About this task -
Report the count of lines containing the word "Input" in these records, with no other text.

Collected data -
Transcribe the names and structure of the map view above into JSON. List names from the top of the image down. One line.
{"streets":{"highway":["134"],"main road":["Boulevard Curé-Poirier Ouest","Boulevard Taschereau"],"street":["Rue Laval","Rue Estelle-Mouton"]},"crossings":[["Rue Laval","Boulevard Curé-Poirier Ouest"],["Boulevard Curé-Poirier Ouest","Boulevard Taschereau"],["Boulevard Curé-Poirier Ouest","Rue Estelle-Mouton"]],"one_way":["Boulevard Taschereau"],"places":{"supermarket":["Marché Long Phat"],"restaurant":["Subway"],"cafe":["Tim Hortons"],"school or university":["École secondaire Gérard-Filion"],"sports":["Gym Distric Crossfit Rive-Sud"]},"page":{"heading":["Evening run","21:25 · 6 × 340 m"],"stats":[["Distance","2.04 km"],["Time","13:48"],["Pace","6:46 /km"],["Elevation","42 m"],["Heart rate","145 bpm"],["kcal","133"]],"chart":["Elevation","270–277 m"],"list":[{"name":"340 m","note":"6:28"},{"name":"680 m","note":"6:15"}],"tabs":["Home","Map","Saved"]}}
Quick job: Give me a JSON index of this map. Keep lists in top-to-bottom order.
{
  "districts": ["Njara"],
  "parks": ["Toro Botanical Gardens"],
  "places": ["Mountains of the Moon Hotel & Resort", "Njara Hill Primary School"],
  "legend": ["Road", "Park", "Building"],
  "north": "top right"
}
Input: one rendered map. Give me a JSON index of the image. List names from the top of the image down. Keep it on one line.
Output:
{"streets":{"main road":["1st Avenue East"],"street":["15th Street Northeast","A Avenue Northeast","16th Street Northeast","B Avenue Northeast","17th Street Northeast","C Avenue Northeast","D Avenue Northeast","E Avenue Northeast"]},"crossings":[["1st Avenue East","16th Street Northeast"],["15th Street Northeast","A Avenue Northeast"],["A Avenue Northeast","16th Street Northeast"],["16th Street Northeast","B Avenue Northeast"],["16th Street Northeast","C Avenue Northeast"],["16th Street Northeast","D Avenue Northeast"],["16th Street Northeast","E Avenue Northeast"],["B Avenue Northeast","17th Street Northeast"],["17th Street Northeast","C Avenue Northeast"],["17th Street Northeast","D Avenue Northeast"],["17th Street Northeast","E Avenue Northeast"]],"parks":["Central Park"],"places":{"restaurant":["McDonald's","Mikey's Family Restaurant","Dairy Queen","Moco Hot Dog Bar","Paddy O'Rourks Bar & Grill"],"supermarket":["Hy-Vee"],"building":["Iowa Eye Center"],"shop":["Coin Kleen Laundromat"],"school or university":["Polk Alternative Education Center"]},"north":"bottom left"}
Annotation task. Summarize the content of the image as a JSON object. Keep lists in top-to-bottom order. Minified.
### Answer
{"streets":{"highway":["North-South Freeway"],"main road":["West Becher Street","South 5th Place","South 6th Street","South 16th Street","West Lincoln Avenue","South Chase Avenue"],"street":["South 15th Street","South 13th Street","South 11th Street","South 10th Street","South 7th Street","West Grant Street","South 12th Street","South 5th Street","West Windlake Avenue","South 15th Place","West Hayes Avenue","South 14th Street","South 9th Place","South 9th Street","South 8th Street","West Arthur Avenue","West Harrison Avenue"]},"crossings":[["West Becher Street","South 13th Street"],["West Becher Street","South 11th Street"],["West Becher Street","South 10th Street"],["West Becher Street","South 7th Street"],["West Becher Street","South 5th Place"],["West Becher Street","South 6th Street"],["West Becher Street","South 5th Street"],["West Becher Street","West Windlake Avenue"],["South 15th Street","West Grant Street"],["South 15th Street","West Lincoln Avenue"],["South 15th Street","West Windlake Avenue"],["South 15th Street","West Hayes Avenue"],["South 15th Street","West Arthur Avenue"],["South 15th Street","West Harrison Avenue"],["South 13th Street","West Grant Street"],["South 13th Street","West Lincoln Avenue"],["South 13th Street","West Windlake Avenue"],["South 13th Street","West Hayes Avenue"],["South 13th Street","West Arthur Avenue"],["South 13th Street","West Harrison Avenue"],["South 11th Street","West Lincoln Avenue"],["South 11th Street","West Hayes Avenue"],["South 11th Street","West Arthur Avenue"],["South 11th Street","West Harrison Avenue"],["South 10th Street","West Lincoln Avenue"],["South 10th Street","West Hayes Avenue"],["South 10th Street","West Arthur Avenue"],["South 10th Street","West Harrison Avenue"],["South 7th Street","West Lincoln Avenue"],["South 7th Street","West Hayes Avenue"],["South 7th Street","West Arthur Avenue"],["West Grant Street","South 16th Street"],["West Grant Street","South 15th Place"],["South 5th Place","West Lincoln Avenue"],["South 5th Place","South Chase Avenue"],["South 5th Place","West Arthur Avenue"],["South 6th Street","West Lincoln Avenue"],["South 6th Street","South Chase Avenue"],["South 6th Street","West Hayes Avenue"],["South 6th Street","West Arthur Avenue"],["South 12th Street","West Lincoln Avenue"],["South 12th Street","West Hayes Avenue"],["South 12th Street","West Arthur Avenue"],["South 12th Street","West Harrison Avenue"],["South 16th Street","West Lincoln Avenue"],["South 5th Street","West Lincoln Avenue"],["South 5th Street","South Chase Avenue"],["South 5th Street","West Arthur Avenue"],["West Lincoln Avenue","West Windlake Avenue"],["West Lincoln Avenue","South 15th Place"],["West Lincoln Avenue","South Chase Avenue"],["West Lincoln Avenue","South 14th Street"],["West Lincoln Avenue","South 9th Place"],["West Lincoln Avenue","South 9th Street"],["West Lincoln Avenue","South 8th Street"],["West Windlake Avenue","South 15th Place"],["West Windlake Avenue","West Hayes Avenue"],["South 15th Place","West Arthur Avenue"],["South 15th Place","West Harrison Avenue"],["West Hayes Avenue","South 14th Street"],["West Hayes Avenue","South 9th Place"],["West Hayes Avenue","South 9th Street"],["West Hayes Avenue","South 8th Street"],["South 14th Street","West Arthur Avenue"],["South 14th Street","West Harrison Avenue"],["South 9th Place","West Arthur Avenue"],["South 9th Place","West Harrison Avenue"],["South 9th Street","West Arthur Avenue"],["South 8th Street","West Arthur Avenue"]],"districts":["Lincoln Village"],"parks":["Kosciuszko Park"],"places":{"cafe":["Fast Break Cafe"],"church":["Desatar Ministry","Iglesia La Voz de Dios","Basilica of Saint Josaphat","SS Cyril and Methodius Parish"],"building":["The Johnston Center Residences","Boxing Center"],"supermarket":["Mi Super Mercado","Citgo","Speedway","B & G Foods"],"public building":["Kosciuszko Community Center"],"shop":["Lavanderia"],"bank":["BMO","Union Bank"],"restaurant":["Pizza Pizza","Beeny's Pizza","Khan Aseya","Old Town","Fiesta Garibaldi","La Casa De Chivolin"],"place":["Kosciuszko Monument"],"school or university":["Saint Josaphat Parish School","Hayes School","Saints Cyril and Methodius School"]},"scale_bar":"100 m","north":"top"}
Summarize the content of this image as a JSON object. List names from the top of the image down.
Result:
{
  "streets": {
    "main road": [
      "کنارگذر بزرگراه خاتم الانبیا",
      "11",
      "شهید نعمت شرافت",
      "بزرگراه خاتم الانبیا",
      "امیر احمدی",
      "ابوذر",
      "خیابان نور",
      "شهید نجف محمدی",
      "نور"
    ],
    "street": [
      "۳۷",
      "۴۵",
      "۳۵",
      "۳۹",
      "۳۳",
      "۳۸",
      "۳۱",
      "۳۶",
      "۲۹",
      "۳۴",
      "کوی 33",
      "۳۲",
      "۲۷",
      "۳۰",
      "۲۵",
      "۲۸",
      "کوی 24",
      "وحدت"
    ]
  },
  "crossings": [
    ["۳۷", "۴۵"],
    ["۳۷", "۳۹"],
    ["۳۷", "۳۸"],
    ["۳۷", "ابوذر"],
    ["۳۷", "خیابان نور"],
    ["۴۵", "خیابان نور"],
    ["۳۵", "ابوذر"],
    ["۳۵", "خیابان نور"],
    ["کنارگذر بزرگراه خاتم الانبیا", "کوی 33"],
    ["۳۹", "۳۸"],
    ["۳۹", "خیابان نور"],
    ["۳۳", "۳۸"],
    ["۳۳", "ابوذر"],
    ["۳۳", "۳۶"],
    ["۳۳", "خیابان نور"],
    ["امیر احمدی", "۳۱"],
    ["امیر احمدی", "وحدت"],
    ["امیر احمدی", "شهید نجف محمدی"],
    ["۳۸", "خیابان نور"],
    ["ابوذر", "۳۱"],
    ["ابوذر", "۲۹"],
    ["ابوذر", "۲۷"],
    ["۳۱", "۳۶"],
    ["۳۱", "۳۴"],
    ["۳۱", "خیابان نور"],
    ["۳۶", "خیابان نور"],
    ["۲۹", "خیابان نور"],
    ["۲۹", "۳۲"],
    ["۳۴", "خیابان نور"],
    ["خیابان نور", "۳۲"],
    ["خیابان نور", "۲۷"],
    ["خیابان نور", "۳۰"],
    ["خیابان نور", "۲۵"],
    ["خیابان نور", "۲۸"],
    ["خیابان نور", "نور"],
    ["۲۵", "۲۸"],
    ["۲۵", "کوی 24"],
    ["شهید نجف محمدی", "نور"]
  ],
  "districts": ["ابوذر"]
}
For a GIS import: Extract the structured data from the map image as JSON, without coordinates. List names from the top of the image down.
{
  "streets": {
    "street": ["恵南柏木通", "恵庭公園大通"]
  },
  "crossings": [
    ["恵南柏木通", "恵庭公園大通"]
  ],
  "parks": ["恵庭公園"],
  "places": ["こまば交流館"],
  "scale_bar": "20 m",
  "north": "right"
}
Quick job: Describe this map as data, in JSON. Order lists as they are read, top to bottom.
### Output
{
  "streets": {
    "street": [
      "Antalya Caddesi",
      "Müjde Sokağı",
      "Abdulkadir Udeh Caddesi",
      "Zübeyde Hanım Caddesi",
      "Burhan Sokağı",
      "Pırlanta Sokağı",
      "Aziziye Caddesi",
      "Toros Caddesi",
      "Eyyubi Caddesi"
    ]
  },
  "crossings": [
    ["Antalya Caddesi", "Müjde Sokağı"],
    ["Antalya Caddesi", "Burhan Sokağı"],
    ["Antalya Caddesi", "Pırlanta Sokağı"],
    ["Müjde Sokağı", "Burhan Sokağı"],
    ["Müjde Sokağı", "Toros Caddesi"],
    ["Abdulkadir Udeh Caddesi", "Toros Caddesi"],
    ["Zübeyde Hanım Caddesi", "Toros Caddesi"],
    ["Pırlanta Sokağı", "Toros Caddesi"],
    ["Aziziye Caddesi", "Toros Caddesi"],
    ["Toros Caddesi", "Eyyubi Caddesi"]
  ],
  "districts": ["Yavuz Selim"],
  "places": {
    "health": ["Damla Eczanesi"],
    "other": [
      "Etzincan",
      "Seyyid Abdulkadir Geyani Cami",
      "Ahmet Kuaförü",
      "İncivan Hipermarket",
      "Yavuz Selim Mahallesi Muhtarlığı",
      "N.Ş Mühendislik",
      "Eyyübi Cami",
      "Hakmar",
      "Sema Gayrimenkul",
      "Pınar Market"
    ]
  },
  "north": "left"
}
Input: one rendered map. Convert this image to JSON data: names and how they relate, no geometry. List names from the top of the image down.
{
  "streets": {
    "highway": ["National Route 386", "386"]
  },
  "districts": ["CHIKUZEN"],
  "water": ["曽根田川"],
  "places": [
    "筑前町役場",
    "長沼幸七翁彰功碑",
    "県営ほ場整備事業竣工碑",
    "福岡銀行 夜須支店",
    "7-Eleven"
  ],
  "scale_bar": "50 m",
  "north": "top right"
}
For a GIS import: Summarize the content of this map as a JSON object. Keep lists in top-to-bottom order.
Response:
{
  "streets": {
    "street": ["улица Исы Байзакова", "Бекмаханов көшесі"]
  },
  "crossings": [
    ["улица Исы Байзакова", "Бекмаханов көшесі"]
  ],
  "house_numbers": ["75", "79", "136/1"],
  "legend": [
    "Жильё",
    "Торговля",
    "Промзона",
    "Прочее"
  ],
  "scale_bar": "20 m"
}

Exercise result -
2